Turnovers early in the second resulted in a double-digit deficit for the Spurs. Once the starters came back in, the Spurs settled back into the game plan, and they were able to cut the deficit down to three. Unfortunately, the turnover bug struck again, leading to easy points in transition for the Warriors. This is pretty much a death sentence against the Warriors, and not surprisingly, the Spurs found themselves down 52-66 at the half.
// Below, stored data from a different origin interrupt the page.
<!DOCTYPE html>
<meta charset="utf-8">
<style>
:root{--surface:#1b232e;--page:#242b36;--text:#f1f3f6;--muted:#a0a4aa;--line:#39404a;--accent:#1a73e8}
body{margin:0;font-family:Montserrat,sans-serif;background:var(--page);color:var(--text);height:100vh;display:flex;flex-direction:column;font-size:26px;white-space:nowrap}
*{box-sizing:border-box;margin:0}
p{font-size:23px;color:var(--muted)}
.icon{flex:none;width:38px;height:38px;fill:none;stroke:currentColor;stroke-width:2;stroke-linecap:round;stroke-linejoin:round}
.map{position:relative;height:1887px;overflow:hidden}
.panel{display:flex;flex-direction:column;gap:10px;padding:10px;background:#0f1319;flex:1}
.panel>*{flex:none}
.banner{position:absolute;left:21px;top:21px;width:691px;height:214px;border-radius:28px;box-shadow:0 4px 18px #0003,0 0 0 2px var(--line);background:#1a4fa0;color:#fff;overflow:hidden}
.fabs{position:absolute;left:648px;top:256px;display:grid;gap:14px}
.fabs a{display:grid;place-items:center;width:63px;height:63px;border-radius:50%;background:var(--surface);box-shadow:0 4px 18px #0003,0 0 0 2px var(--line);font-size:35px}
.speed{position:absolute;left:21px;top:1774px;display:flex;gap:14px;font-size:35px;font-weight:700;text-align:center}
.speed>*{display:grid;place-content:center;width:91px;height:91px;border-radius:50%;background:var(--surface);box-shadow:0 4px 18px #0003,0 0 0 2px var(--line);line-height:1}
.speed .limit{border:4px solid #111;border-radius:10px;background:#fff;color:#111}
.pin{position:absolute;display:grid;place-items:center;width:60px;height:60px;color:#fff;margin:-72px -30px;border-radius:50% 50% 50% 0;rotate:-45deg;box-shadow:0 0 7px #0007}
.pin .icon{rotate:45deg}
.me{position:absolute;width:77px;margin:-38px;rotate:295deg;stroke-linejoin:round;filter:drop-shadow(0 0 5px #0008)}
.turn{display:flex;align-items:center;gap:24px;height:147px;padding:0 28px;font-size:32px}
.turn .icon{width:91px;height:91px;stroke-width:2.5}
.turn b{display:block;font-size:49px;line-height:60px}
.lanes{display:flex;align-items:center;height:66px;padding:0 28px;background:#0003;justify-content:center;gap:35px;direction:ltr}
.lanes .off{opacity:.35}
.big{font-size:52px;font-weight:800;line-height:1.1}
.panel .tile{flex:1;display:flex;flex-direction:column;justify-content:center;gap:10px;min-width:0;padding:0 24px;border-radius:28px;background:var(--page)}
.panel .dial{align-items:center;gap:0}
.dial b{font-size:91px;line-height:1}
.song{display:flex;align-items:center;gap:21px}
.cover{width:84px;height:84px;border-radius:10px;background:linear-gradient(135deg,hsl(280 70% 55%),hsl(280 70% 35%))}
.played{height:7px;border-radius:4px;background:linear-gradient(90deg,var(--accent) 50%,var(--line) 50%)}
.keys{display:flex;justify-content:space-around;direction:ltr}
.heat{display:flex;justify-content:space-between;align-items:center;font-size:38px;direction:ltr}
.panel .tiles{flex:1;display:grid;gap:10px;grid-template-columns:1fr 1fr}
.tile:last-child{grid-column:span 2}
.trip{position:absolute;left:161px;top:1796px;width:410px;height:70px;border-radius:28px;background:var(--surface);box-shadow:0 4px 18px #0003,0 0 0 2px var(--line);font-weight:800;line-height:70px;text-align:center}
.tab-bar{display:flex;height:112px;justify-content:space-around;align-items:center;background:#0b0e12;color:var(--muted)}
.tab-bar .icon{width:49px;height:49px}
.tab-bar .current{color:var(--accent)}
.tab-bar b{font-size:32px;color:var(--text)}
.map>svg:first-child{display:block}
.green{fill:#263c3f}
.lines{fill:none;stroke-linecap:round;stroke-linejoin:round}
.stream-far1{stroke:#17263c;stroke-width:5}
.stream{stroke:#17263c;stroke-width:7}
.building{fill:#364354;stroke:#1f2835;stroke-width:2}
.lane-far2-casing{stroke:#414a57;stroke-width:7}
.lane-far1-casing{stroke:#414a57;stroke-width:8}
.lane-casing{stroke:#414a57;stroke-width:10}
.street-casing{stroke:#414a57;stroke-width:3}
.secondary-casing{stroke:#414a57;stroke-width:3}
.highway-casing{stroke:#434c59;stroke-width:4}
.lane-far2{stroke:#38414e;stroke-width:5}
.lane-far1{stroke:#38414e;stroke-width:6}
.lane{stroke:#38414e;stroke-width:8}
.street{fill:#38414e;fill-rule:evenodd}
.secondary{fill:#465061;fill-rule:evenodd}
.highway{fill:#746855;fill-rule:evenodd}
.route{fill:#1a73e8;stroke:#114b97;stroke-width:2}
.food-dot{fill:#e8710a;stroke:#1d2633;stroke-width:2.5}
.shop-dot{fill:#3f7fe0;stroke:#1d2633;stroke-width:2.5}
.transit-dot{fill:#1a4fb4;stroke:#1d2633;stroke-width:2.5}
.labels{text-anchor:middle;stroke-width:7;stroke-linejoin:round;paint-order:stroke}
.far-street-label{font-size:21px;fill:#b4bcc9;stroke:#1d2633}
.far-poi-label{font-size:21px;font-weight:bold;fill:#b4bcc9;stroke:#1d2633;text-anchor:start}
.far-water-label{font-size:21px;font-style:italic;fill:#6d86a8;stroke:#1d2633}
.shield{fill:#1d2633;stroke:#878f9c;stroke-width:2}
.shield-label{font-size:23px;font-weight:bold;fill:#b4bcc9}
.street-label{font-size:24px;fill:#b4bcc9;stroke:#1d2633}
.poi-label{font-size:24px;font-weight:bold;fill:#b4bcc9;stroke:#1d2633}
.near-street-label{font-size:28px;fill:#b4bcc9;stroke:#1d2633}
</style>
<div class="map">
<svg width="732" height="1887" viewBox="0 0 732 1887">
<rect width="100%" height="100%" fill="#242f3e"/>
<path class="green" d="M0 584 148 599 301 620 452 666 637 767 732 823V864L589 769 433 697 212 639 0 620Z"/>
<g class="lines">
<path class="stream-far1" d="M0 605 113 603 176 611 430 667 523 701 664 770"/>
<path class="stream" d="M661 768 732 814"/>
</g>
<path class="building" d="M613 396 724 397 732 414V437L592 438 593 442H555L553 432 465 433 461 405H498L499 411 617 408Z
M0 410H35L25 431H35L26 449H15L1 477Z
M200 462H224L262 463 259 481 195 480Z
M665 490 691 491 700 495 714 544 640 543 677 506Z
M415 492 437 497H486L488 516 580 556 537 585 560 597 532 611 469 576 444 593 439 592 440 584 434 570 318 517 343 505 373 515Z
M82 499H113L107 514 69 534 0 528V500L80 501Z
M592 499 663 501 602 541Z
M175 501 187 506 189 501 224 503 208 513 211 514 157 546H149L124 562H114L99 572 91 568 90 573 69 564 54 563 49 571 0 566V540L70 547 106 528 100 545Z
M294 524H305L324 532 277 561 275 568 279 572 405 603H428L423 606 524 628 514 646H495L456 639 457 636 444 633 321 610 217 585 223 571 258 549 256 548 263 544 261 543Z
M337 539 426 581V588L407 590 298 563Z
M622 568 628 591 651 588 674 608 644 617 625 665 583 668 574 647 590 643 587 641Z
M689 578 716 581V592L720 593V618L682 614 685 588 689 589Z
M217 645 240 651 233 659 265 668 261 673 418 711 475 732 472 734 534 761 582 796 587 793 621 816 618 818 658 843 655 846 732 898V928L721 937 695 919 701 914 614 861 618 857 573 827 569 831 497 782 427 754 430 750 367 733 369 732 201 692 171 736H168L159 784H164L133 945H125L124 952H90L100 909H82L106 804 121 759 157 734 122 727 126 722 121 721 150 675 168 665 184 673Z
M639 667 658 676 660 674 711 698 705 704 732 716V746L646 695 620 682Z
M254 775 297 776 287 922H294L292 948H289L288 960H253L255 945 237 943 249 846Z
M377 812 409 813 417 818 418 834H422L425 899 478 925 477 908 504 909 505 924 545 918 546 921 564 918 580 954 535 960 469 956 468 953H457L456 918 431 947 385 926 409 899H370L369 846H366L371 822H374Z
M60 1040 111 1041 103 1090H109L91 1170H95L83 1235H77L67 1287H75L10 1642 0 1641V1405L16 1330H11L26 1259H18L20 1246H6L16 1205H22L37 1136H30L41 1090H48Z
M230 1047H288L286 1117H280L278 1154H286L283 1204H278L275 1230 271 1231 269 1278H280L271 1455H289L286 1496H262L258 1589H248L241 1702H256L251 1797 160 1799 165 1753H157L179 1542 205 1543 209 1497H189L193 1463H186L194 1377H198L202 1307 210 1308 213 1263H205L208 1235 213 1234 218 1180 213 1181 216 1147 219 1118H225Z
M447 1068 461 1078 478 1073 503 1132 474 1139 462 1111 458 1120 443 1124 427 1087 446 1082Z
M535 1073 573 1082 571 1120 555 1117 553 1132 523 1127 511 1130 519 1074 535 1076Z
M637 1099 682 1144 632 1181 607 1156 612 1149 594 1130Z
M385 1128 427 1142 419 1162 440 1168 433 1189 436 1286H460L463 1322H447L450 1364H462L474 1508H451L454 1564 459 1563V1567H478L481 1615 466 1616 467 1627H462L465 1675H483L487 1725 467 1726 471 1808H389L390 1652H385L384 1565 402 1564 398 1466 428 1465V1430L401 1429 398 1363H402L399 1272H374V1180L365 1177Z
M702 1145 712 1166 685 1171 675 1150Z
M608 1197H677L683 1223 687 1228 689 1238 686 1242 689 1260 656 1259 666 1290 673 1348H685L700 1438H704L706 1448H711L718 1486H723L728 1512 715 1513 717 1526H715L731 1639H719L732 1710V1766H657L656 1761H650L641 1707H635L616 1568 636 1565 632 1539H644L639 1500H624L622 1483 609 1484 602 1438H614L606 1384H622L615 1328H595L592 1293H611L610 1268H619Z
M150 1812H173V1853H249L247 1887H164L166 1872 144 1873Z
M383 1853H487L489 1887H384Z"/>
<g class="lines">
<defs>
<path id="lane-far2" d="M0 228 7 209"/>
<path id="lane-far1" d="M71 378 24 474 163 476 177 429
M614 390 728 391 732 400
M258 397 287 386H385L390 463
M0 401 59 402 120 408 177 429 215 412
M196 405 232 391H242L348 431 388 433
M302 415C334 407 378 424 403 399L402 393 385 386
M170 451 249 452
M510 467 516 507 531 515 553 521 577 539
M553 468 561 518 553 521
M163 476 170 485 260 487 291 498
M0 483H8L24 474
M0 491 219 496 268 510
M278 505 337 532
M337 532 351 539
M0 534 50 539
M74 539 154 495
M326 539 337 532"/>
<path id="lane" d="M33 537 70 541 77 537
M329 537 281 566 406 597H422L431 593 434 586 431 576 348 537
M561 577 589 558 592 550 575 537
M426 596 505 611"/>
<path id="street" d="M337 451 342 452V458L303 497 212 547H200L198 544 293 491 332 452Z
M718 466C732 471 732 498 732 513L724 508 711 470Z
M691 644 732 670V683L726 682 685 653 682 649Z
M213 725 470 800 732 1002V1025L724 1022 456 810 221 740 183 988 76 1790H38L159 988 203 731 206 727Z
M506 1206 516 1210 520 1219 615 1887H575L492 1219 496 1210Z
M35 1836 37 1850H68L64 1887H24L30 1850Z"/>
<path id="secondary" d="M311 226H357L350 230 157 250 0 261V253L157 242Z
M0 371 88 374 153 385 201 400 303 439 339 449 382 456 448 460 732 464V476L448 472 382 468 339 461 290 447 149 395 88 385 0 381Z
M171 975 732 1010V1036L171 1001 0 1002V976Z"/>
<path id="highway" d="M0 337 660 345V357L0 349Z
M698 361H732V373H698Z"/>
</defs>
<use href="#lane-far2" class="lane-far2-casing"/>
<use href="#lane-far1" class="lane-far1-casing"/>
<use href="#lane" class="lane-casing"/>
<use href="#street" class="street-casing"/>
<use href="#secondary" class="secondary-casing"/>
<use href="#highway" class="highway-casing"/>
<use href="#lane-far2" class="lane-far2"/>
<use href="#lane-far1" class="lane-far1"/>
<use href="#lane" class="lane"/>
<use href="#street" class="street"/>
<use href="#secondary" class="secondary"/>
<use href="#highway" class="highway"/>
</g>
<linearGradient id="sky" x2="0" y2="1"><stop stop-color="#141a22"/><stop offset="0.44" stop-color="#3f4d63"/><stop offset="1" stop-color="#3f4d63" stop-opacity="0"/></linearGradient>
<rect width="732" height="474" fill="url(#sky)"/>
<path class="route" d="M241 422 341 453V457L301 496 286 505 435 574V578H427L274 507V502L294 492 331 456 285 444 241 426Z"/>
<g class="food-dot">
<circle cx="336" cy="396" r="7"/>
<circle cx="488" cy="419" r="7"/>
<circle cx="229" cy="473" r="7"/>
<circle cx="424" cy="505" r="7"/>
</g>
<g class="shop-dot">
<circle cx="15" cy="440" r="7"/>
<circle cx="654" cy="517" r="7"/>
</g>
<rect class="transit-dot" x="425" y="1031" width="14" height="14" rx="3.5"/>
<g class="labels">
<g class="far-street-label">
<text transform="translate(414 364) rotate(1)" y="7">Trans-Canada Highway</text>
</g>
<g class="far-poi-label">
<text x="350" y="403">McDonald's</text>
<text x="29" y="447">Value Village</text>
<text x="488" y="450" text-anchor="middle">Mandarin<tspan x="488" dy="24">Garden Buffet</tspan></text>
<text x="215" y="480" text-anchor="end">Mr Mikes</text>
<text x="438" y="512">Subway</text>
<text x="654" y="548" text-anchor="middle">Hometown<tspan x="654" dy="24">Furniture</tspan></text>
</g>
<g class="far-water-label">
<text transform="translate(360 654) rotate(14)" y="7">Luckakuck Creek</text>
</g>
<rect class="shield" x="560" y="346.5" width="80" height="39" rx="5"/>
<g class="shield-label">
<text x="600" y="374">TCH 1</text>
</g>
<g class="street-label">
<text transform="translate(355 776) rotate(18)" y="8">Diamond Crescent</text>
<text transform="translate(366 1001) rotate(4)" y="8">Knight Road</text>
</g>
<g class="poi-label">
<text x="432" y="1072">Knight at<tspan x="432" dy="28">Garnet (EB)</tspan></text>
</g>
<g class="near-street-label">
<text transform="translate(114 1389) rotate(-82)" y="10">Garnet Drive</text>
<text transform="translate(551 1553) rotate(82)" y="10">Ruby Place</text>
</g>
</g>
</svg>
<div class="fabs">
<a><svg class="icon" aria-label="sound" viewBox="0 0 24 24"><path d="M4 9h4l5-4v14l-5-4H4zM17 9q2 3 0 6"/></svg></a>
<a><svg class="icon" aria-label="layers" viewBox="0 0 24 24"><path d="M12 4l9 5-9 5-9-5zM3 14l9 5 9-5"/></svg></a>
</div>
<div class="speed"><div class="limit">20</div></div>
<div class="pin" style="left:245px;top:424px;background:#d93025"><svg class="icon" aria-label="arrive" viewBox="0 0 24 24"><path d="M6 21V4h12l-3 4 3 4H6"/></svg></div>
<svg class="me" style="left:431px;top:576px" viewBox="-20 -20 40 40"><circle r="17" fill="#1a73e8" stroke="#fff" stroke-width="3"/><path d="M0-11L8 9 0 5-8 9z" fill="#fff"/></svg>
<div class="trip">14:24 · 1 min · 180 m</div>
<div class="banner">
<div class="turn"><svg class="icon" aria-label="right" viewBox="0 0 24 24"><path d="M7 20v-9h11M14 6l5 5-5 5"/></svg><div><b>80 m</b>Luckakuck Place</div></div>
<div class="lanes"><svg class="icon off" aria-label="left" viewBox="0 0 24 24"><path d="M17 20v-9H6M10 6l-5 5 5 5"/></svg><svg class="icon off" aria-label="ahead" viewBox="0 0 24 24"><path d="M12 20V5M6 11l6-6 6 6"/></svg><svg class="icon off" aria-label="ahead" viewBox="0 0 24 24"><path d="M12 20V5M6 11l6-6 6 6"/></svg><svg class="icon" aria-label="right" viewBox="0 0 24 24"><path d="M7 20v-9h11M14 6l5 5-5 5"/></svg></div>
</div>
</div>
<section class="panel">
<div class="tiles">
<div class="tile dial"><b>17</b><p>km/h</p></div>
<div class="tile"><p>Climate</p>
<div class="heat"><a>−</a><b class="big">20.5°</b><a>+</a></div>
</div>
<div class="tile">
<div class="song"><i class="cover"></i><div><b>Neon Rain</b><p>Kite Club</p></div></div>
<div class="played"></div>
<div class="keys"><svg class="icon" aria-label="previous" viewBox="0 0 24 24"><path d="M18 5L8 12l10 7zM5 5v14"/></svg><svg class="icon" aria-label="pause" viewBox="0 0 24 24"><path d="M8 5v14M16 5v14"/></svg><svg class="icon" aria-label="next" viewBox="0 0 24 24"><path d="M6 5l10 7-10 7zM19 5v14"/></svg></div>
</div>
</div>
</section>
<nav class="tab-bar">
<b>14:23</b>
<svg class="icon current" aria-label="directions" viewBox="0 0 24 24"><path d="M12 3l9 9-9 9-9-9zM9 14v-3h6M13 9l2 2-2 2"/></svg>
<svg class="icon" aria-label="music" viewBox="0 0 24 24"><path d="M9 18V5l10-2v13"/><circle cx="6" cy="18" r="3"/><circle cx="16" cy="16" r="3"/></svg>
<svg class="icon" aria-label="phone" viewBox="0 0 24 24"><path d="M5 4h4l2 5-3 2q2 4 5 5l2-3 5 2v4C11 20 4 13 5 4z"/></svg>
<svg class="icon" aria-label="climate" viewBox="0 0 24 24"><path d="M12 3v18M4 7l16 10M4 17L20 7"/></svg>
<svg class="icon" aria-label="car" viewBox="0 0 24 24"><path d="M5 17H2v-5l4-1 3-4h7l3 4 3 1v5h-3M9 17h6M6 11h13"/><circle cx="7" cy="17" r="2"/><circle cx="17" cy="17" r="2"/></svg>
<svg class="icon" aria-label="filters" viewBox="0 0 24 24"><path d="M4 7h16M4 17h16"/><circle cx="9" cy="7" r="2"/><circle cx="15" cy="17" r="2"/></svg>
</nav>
The increase in defensive intensity didn’t just impact the game through turnovers. The Spurs’ shooters seemed incapable of breaking free from their defenders, and it resulted in far too many rushed shots. Overall, the Spurs hit only 7 of their 21 first half shots from deep, again showing that the Spurs are at their best when they are selective in their approach from the three point line.
The live ball turnovers continued to start the second half, and the Spurs quickly found themselves down 20 points. The rest of the game became a glorified scrimmage. Actually, it looked more like a mashup of the NBA all-stars versus those selected to play in the celebrity game.
- Throughout the end of the second quarter and start of the third quarter the Warriors made 14 straight baskets over a nine minute stretch. A lot of this can be attributed to the insane amount of live ball turnovers, but the Spurs were completely overwhelmed on the defensive side of the ball. After a miss, the Warriors went back to making another eight shots in a row. To put it in perspective, the Spurs scored 31 points in the third quarter and somehow managed to get outscored by 18 points. I’ll let you all do the math.
- After giving up 36 fast break points to the Sacramento Kings on Monday, the Spurs upped the ante and gave up 50 fast break points tonight. That’s the most fast break points the Warriors have scored in over 20 years, which is saying a lot.
- Tonight was not a good night for those who think Lonnie Walker IV is ready for regular minutes in the rotation. He and Forbes miscommunicated on several defensive rotations, and on the offensive side of the ball, Walker IV went 0-10 and scored four points in 25 minutes. I think he has the highest ceiling of all the Spurs’ young players, but he’s still incredibly raw.
- The Warriors seem almost unbeatable in a seven game series. This is why I really hope the Spurs don’t partake in any trade deadline deals that result in giving up assets to try and get marginally better this season. At full strength, they are already a playoff team with a low playoff ceiling. I don’t really see anything out there that will change their prospects for the short term. Patience will absolutely be a virtue over the next couple seasons.
- It could be worse. Harrison Barnes got traded to the Sacramento Kings in the middle of tonight’s Dallas Mavericks game. I understand the fragile nature of trades in the NBA, but that seems like a poor taste in judgement by the Mavericks’ front office. Rick Carlisle was interviewed after the game, and he chalked it up to the trade deadline being “madness.” Madness or not, there are right ways and wrong ways of doing things. This clearly falls under the latter. Word on the street is that Barnes knew something was in the works but still wanted to play. Either way, it all feels dirty to me.